Collected data entries
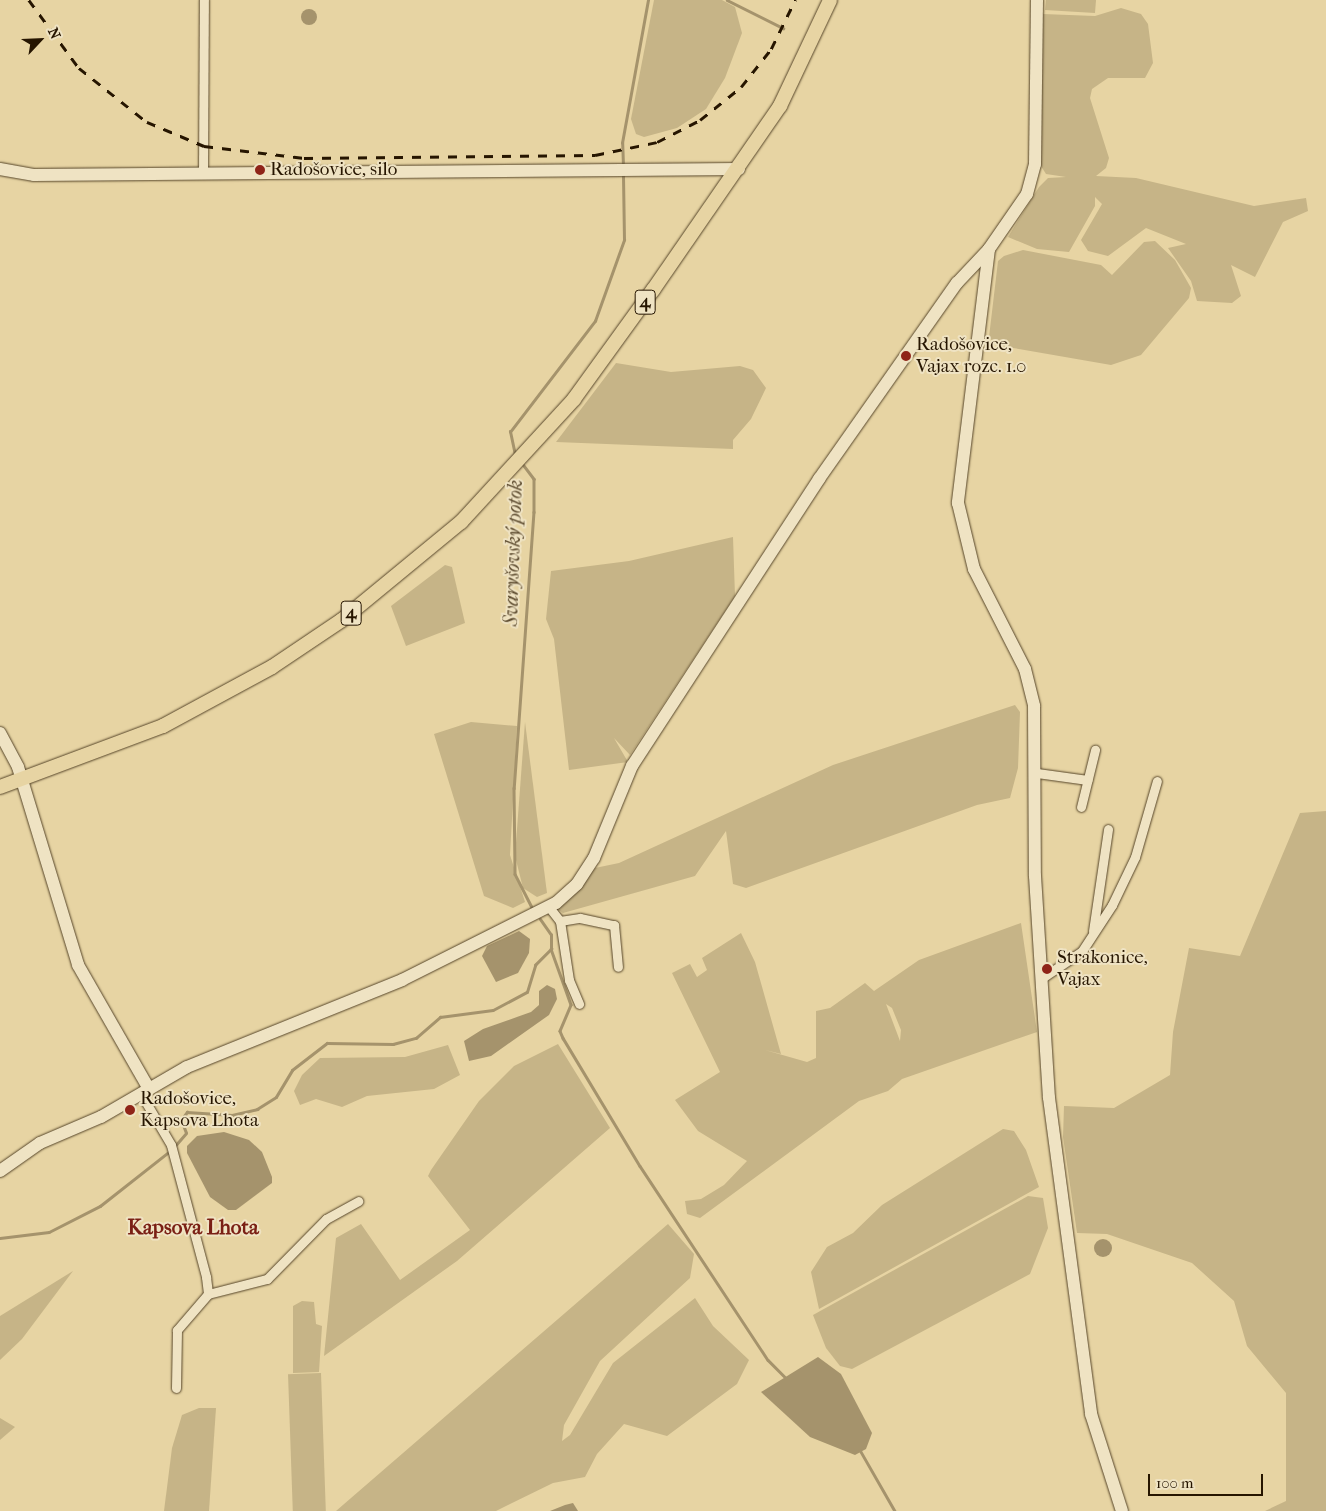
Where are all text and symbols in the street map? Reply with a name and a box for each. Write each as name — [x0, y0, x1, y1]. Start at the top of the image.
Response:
north arrow — [15, 15, 65, 65]
text: N — [44, 25, 64, 42]
place label: Radošovice, silo — [270, 159, 397, 181]
marker: Radošovice, silo — [254, 164, 266, 176]
road number: 4 — [634, 286, 656, 318]
place label: Radošovice, Vajax rozc. 1.0 — [916, 334, 1027, 378]
marker: Radošovice, Vajax rozc. 1.0 — [900, 350, 912, 362]
water label: Svaryšovský potok — [498, 479, 528, 627]
road number: 4 — [340, 598, 362, 628]
place label: Strakonice, Vajax — [1057, 947, 1148, 991]
marker: Strakonice, Vajax — [1041, 963, 1053, 975]
place label: Radošovice, Kapsova Lhota — [140, 1088, 259, 1132]
marker: Radošovice, Kapsova Lhota — [124, 1104, 136, 1116]
district label: Kapsova Lhota — [127, 1214, 259, 1240]
scale bar — [1151, 1464, 1266, 1496]
text: 100 m — [1156, 1474, 1194, 1492]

Activity >> Transcribe the entries word for word, without their pictures.

Answer for this exercise >>
Where are all text and symbols in the street map? Reply with a name and a box for each. Write each as name — [x0, y0, x1, y1]. Start at the top of the image.
Response:
north arrow — [15, 15, 65, 65]
text: N — [44, 25, 64, 42]
place label: Radošovice, silo — [270, 159, 397, 181]
marker: Radošovice, silo — [254, 164, 266, 176]
road number: 4 — [634, 286, 656, 318]
place label: Radošovice, Vajax rozc. 1.0 — [916, 334, 1027, 378]
marker: Radošovice, Vajax rozc. 1.0 — [900, 350, 912, 362]
water label: Svaryšovský potok — [498, 479, 528, 627]
road number: 4 — [340, 598, 362, 628]
place label: Strakonice, Vajax — [1057, 947, 1148, 991]
marker: Strakonice, Vajax — [1041, 963, 1053, 975]
place label: Radošovice, Kapsova Lhota — [140, 1088, 259, 1132]
marker: Radošovice, Kapsova Lhota — [124, 1104, 136, 1116]
district label: Kapsova Lhota — [127, 1214, 259, 1240]
scale bar — [1151, 1464, 1266, 1496]
text: 100 m — [1156, 1474, 1194, 1492]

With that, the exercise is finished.